I'm with you on the cultural bully OP.
We went to Sicily in August and arranged to meet a new friend (ahem) who was going to be there at the same time.
As time went on, we thought: 'Fucking hell. She's hard work.' But we were staying in Taormina for two weeks and she was only passing though for two days on a cultural tour of the island (naturally), so thought it wouldn't be that bad.
Sicily in August is hotter than hell. We barely moved from the pool. Even at night it was so hot that one night we asked for an ice bucket and dunked napkins in it to lay on the backs of our necks.
On her first day she arranged to meet us in the botanical gardens at 10am. We negotiated 10.30am what with it being a holiday, not a school trip. She moaned. It was sweltering. And it's just flowers.
We moved on to the amphitheatre and got there just as the sun was reaching its zenith at midday. It was so fucking hot I swear I heard the sun zinging off the stone. You couldn't take off your sunglasses because you'd have been blinded.
I'm pale and was worried about burning even though I had high factor lotion on. She scoffed. She is dark skinned. And again, it's just ruins.
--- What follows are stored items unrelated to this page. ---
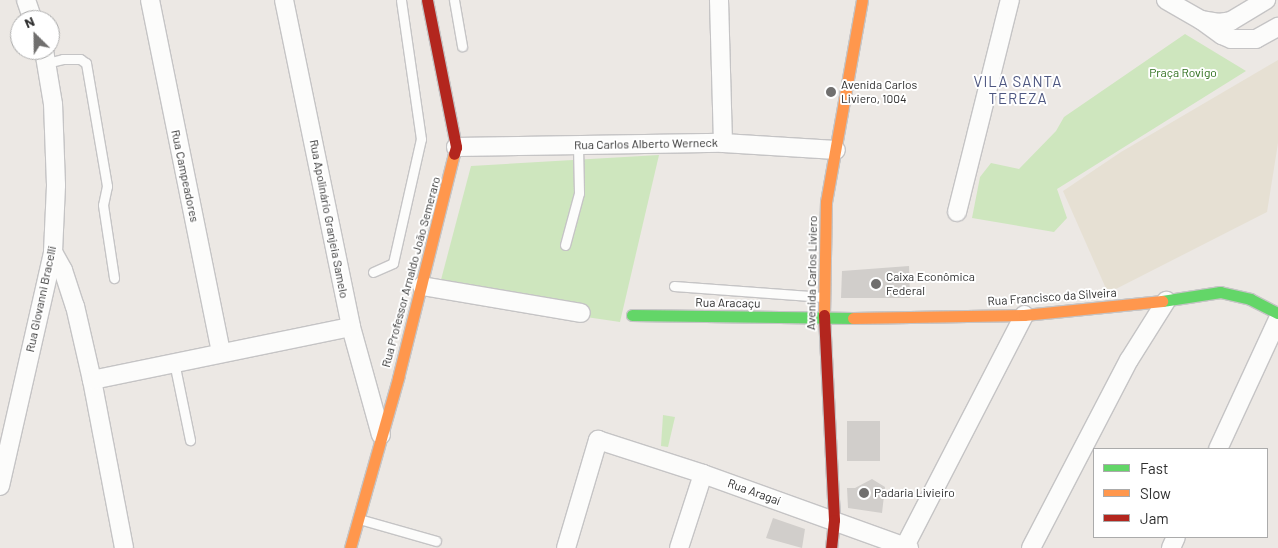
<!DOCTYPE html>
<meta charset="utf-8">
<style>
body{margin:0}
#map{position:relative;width:1278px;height:548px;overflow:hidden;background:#ece8e4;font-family:Barlow,sans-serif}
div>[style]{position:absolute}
.education>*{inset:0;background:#e6e0d3}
.green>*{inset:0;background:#cee6be}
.building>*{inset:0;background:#d1cecb;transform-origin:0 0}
.roads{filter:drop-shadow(1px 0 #c5c4c5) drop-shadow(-1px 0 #c5c4c5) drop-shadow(0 1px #c5c4c5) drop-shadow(0 -1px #c5c4c5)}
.lane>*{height:9px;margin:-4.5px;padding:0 4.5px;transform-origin:4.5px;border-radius:4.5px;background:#fcfcfb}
.street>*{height:18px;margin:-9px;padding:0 9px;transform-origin:9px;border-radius:9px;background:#fcfcfb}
.fast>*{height:11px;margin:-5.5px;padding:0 5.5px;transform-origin:5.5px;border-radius:5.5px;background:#63d668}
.slow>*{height:11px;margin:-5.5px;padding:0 5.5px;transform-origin:5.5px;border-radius:5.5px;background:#ff974d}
.jam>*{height:11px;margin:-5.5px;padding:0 5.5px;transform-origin:5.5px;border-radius:5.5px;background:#b3261e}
.dots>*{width:14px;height:14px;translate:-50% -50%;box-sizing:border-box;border:2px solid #fff;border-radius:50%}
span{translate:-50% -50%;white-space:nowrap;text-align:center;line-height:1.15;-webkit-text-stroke:4px #fff;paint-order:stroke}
.park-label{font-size:12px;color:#2c6e1b}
.poi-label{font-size:12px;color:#2e2e2e}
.left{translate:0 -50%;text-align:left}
.street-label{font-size:12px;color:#2e2e2e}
.quarter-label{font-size:15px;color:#4d5680;letter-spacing:1px}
.legend{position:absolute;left:1093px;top:448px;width:175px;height:90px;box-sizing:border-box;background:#fff;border:1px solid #ababab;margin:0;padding:6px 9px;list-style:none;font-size:15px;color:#2e2e2e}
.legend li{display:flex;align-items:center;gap:10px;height:25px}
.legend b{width:25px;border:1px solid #ababab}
.north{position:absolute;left:10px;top:10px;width:50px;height:50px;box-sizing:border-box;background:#fff;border:1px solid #ababab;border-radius:50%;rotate:337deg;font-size:14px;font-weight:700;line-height:20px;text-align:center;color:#2e2e2e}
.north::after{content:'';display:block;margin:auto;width:18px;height:22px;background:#706f6e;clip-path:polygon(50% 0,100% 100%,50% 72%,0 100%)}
</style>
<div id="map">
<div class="education">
<i style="clip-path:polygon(1278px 60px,1278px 143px,1267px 212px,1108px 293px,1063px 191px,1121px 152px)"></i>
</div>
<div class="green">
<i style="clip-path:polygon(1185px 34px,1246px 71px,1057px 189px,1067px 218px,1054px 232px,972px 218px,980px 177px,991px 163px,1019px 169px,1056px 131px,1064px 117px)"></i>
<i style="clip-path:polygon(659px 155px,620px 322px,437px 295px,471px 166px)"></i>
<i style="clip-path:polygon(663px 415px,675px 417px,668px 447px,661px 446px)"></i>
</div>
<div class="building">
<i style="clip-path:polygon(909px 266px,910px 298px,841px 298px,842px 271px)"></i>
<i style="left:847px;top:421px;width:33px;height:40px"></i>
<i style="clip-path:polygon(872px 479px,885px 487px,882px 513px,848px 508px,847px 488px,855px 488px)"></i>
<i style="clip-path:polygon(773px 518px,805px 529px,802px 548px,766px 538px)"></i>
</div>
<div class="roads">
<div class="lane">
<i style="left:454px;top:0;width:47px;rotate:80.1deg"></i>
<i style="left:47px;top:63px;width:16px;rotate:-14deg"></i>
<i style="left:63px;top:59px;width:17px"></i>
<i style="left:80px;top:59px;width:7px;rotate:34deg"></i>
<i style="left:86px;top:63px;width:125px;rotate:80.3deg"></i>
<i style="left:107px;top:186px;width:19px;rotate:102deg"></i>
<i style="left:103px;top:205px;width:74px;rotate:81.4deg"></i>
<i style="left:565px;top:245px;width:54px;rotate:-74.9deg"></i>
<i style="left:579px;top:193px;width:48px;rotate:-91.2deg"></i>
<i style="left:373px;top:272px;width:22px;rotate:-24deg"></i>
<i style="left:393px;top:263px;width:127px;rotate:-77.3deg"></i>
<i style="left:421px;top:139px;width:140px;rotate:-98.2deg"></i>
<i style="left:674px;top:286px;width:150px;rotate:4.2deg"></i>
<i style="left:174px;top:362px;width:80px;rotate:78.4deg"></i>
<i style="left:359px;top:519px;width:80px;rotate:15.9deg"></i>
</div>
<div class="street">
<i style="left:26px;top:0;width:21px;rotate:71deg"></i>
<i style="left:150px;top:0;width:359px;rotate:78.6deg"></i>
<i style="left:284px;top:0;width:334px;rotate:78.4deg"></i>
<i style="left:351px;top:327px;width:112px;rotate:74.5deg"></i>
<i style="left:719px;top:0;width:143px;rotate:88.4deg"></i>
<i style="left:1166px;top:0;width:40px;rotate:29.7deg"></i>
<i style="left:1201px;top:20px;width:26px;rotate:36deg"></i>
<i style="left:1222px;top:35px;width:10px;rotate:24deg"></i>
<i style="left:1231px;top:39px;width:25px"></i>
<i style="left:1256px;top:39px;width:25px;rotate:-29deg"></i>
<i style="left:1202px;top:20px;width:17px;rotate:10deg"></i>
<i style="left:1219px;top:23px;width:12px;rotate:-9deg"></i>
<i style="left:1231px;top:21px;width:41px;rotate:-31deg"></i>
<i style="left:456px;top:147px;width:267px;rotate:-0.9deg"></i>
<i style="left:723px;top:143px;width:113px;rotate:3.5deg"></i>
<i style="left:957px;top:212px;width:219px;rotate:-76deg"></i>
<i style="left:53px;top:252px;width:21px;rotate:61deg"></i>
<i style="left:63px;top:270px;width:38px;rotate:72deg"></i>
<i style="left:75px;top:306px;width:76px;rotate:77.1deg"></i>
<i style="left:92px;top:380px;width:171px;rotate:79.2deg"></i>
<i style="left:422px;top:286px;width:161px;rotate:9.6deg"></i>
<i style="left:92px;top:380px;width:264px;rotate:-11.6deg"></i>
<i style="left:1218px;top:449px;width:143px;rotate:-65.2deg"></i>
<i style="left:0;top:486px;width:240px;rotate:-77.2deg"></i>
<i style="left:53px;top:252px;width:67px;rotate:-87.4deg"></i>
<i style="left:56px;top:185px;width:81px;rotate:-92.1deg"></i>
<i style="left:53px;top:104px;width:55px;rotate:-99.5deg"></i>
<i style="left:905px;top:546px;width:260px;rotate:-62.7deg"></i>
<i style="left:566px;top:548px;width:113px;rotate:-73.5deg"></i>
<i style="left:598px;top:440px;width:110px;rotate:17.9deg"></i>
<i style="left:703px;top:474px;width:219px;rotate:19.8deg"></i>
<i style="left:679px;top:548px;width:78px;rotate:-72deg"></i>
<i style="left:1031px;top:548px;width:212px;rotate:-62.5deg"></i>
<i style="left:1129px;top:360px;width:70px;rotate:-57.9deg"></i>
<i style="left:1171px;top:548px;width:12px;rotate:-66deg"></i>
</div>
<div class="fast">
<i style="left:1162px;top:301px;width:59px;rotate:-8.8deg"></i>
<i style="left:1220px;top:292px;width:31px;rotate:13deg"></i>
<i style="left:1250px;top:299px;width:31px;rotate:27deg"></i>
<i style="left:632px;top:315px;width:221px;rotate:0.8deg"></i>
</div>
<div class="slow">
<i style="left:824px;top:315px;width:113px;rotate:-89deg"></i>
<i style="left:826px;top:202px;width:205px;rotate:-79.9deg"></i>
<i style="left:853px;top:318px;width:171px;rotate:-1deg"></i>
<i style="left:1024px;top:315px;width:139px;rotate:-5.8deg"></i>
<i style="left:350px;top:548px;width:177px;rotate:-74.2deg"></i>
<i style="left:398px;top:378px;width:231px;rotate:-76deg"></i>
</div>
<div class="jam">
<i style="left:427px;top:0;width:150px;rotate:78.8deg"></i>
<i style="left:456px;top:147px;width:7px;rotate:106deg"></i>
<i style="left:824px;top:315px;width:205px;rotate:87.2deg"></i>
<i style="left:834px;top:520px;width:28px;rotate:96deg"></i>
</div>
</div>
<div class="dots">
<i style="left:831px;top:92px;background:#706f6e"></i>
<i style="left:876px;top:284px;background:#706f6e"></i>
<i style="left:864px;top:493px;background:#706f6e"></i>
</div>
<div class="park-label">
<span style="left:1183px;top:73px">Praça Rovigo</span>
</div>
<div class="poi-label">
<span class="left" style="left:841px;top:92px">Avenida Carlos<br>Liviero, 1004</span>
<span class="left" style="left:886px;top:284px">Caixa Econômica<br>Federal</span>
<span class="left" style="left:874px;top:493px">Padaria Livieiro</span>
</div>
<div class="street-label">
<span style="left:646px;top:144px;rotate:-1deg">Rua Carlos Alberto Werneck</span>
<span style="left:185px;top:176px;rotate:78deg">Rua Campeadores</span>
<span style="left:329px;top:219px;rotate:79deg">Rua Apolinário Granjeia Samelo</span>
<span style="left:411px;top:272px;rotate:-75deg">Rua Professor Arnaldo João Semeraro</span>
<span style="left:812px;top:273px;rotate:-89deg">Avenida Carlos Liviero</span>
<span style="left:1052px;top:297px;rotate:-4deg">Rua Francisco da Silveira</span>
<span style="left:41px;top:299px;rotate:-78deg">Rua Giovanni Bracelli</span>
<span style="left:728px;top:303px;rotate:1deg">Rua Aracaçu</span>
<span style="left:754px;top:492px;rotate:20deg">Rua Aragaí</span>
</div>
<div class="quarter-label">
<span style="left:1018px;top:90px">VILA SANTA<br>TEREZA</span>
</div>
<ul class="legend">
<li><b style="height:6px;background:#63d668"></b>Fast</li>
<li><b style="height:6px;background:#ff974d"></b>Slow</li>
<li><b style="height:6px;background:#b3261e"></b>Jam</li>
</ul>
<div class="north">N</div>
</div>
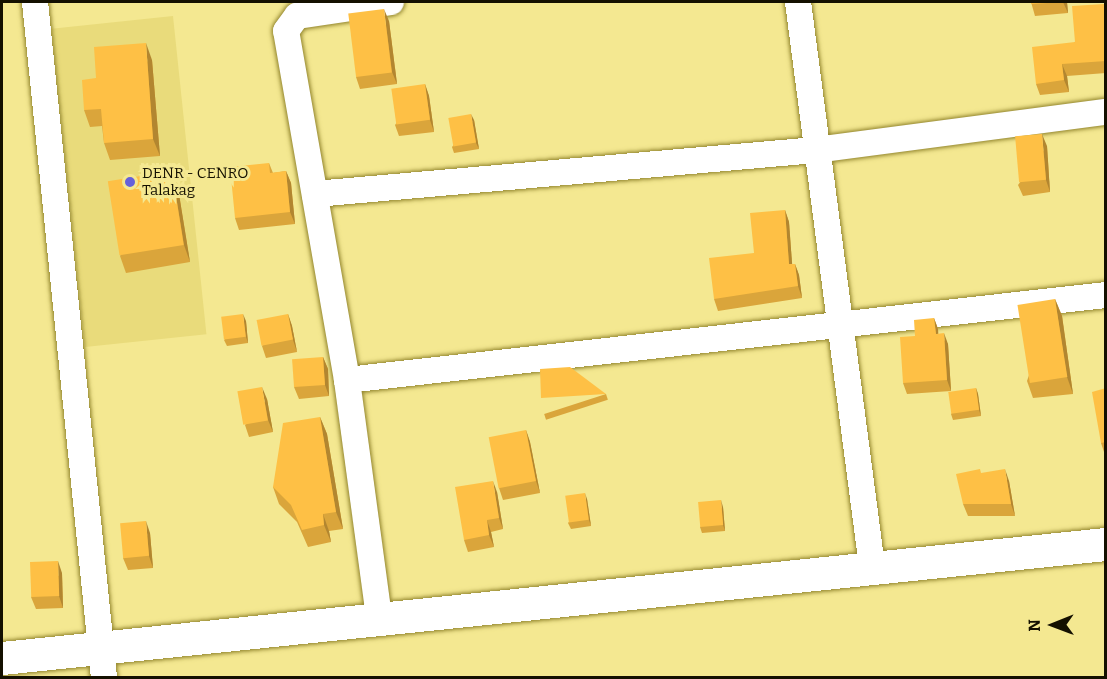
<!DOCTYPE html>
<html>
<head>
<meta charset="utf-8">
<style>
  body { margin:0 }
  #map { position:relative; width:1107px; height:679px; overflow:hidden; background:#f4e891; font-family:Bitter,serif }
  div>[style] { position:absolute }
  .built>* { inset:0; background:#e9db7b; transform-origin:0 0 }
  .roads { filter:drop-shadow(0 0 2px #93862e) drop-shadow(0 0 2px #93862e) }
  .minor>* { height:26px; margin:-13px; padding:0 13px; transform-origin:13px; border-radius:13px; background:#fff }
  .primary>* { height:33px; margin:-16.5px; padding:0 16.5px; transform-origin:16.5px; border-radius:16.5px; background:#fff }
  .wall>* { inset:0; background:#daa53b; transform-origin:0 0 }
  .shaded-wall>* { inset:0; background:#b28630 }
  .building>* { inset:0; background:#fec045; transform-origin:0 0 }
  .dots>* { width:16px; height:16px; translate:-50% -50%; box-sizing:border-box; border:3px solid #f4e891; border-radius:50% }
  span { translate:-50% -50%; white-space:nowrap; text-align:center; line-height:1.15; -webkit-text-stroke:6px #f4e891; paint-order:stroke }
  .poi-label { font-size:15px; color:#141000 }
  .left { translate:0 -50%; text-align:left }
  .frame { position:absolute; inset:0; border:3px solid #141000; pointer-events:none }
  .north { position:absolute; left:1023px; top:595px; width:60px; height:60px; -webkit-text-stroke:4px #f4e891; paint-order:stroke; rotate:269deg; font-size:16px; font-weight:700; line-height:24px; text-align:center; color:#141000 }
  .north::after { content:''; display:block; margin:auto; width:21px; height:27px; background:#141000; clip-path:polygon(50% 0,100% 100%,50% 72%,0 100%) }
</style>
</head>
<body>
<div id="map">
  <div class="built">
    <div style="left:173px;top:16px;width:320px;height:122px;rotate:84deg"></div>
  </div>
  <div class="roads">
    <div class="minor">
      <div style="left:35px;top:2px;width:680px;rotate:84.17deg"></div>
      <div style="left:798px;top:2px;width:569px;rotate:82.53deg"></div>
      <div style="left:315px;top:194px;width:503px;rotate:-5.02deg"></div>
      <div style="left:816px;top:150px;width:292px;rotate:-7.5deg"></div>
      <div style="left:347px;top:380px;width:764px;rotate:-6.39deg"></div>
      <div style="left:379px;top:617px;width:239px;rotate:-97.7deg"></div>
      <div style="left:347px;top:380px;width:354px;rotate:-99.9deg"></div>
      <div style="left:286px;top:31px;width:19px;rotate:-54deg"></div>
      <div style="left:297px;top:16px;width:95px;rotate:-8.5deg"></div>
    </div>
    <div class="primary">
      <div style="left:2px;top:658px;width:1110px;rotate:-5.9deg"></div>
    </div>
  </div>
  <div class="wall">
    <div style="clip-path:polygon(1031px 2px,1067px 2px,1068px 13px,1035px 16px)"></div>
    <div style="clip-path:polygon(1106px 8px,1106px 73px,1067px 76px,1069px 92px,1040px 95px,1036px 84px)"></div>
    <div style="clip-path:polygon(389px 21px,397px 84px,360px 89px,356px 77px)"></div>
    <div style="clip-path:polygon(152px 60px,160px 156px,110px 160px,104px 143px,102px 126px,90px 127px,84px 110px,96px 78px)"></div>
    <div style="clip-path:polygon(425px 84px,429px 96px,434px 132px,399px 136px,395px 125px)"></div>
    <div style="clip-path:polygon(474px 120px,479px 149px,454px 153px,452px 147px)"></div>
    <div style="clip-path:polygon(1047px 146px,1050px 192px,1023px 196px,1018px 185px)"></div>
    <div style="clip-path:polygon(269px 163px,273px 173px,286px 171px,291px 183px,295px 224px,239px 230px,235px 218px)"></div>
    <div style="clip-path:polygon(172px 171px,178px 188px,190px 262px,126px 273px,120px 256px)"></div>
    <div style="clip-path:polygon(785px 210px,789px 222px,792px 264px,795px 264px,799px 275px,802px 298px,718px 311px,714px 299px,754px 253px)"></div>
    <div style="clip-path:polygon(1055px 299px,1062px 316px,1073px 394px,1033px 398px,1027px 381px)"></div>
    <div style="clip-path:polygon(288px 314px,292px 326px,297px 352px,266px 358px,262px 346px)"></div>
    <div style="clip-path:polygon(934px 318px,938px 329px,938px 334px,948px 344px,951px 391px,907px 394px,903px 383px,915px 336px)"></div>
    <div style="clip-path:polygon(246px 321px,248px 343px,227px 346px,224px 340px)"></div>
    <div style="clip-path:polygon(323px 357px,328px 369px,329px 396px,299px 399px,294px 387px)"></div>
    <div style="clip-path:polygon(976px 388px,978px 394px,981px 416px,953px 420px,951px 414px)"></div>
    <div style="clip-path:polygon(1106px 388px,1106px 455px,1105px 455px,1101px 443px)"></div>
    <div style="left:606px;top:394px;width:6px;height:65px;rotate:72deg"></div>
    <div style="clip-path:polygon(267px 399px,273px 432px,249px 437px,245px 425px)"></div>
    <div style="clip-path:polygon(320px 417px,327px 434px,343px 529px,329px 531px,331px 542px,308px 547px,297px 522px,279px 504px,273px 487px)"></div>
    <div style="clip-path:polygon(526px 430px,530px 442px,540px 493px,503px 500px,499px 488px)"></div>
    <div style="clip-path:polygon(982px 473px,1009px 481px,1015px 516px,968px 516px,963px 504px)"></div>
    <div style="clip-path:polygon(497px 492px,503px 529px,491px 532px,494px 547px,468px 552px,464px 540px)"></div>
    <div style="clip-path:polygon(587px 499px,591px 526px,571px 529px,568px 523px)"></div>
    <div style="clip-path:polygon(723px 507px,725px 531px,702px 533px,700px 527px)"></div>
    <div style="clip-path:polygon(150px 533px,153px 568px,128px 570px,123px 558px)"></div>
    <div style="clip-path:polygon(62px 573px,63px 608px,36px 609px,31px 597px)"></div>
  </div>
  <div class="shaded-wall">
    <div style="clip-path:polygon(1063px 2px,1067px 2px,1068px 13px)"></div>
    <div style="clip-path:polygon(384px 9px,389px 21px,397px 84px,392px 72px)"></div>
    <div style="clip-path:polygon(146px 43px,152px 60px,160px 156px,153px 139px)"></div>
    <div style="clip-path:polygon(1062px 64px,1067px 76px,1069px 92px,1064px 80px)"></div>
    <div style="clip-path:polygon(425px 84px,429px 96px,434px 132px,430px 120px)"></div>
    <div style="clip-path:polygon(471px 114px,474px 120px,479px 149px,476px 143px)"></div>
    <div style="clip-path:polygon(1042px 134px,1047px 146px,1050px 192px,1046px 180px)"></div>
    <div style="clip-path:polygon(172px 171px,178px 188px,190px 262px,184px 245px)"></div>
    <div style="clip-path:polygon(286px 171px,291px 183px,295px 224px,290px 212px)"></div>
    <div style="clip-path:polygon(785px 210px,789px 222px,793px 276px,789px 264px)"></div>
    <div style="clip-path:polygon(795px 264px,799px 275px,802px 298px,798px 286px)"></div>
    <div style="clip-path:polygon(1055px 299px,1062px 316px,1073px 394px,1067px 377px)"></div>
    <div style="clip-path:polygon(243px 314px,246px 321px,248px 343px,246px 337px)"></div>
    <div style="clip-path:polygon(288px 314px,292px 326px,297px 352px,293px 340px)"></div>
    <div style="clip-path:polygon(934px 318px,938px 329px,939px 345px,936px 334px)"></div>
    <div style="clip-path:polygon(944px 333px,948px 344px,951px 391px,947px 380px)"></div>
    <div style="clip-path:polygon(323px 357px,328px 369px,329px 396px,325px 385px)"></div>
    <div style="clip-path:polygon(262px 387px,267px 399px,273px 432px,268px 420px)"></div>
    <div style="clip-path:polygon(976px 388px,978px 394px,981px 416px,979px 410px)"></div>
    <div style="clip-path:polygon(320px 417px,327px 434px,343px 529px,336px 512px)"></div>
    <div style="clip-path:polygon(526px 430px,530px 442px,540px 493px,536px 481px)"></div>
    <div style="clip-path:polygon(1005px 469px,1009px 481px,1015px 516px,1011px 504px)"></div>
    <div style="clip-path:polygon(493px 481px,497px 492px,503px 529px,499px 518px)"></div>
    <div style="clip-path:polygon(585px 493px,587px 499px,591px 526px,589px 520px)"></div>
    <div style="clip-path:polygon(721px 500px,723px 507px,725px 531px,723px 525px)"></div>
    <div style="clip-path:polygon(323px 514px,329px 531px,331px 542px,324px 525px)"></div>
    <div style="clip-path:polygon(487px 520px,491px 532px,494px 547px,489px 535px)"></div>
    <div style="clip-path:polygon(146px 521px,150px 533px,153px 568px,149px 556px)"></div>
    <div style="clip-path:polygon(58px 561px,62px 573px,63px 608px,59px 596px)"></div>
  </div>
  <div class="building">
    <div style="clip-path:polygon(1031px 2px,1063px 2px,1031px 4px)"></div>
    <div style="clip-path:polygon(1104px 4px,1106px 21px,1106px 61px,1062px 64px,1064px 80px,1036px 84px,1032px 47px,1075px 42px,1072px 6px)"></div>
    <div style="left:384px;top:9px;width:64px;height:36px;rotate:83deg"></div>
    <div style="clip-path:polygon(146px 43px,153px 139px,104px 143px,101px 109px,84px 110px,82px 80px,96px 78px,94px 47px)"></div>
    <div style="left:425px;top:84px;width:36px;height:34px;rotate:82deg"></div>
    <div style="left:471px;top:114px;width:29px;height:23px;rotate:80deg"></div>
    <div style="left:1042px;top:134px;width:46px;height:27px;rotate:85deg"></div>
    <div style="clip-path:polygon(269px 163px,270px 173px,286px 171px,290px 212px,235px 218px,230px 167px)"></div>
    <div style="left:172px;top:171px;width:75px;height:65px;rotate:81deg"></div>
    <div style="clip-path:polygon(785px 210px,789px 264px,795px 264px,798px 286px,714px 299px,709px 258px,754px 253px,750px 213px)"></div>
    <div style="left:1055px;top:299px;width:79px;height:38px;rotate:81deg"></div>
    <div style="left:243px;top:314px;width:23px;height:22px;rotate:83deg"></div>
    <div style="left:288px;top:314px;width:26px;height:32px;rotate:79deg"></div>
    <div style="clip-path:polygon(934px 318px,936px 334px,944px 333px,947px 380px,903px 383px,900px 337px,915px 336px,914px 320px)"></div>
    <div style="left:323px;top:357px;width:28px;height:31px;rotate:86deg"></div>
    <div style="clip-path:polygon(570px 367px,606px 394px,541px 398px,540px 369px)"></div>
    <div style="left:262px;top:387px;width:34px;height:25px;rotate:80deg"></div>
    <div style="left:976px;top:388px;width:22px;height:28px;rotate:82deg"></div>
    <div style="clip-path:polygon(1106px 388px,1106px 442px,1101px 443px,1092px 392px)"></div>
    <div style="clip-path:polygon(320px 417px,336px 512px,323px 514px,324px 525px,302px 530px,291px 505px,273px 487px,283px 423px)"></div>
    <div style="left:526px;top:430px;width:52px;height:38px;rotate:79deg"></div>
    <div style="clip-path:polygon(980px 469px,981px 473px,1005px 469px,1011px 504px,963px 504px,956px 474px)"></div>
    <div style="clip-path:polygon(493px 481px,499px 518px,487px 520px,489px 535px,464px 540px,455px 487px)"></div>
    <div style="left:585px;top:493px;width:27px;height:20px;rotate:82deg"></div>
    <div style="left:721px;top:500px;width:25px;height:23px;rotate:85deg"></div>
    <div style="left:146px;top:521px;width:35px;height:26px;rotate:85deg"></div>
    <div style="left:58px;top:561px;width:35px;height:28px;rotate:88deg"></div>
  </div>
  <div class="dots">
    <div style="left:130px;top:182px;background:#6660d9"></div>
  </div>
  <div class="poi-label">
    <span class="left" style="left:142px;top:182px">DENR - CENRO<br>Talakag</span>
  </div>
  <div class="frame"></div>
  <div class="north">N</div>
</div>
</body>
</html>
That evening she insisted on a route march of the town so when we were eventually allowed to sit down I was covered in sweat with my make up sliding off. She then inflicted her bad Italian on the waiter, who spoke great English, and got angry with him for not understanding her accent. I bet he spat in our drinks.
The next day she wanted to set off at 8am for the train to Mt Etna. I point-blank refused. She asked me why I'd come to the cultural treasure house that is Sicily if all I wanted to do was lie by the pool. I don't know how I kept my hands off her. It was too hot for physical violence, I suppose.
BTW, DH and I went to the amphitheatre again one evening to see a ballet of Romeo and Juliet (Taormina has a brilliant cultural festival in August, if you can stand the heat). It was a wonderful production, a beautiful setting, and slightly less than roasting.
We saw a shooting star at the beginning of the performance which seemed like God's reward for us putting up with this person instead of sending her to sleep with the fishes.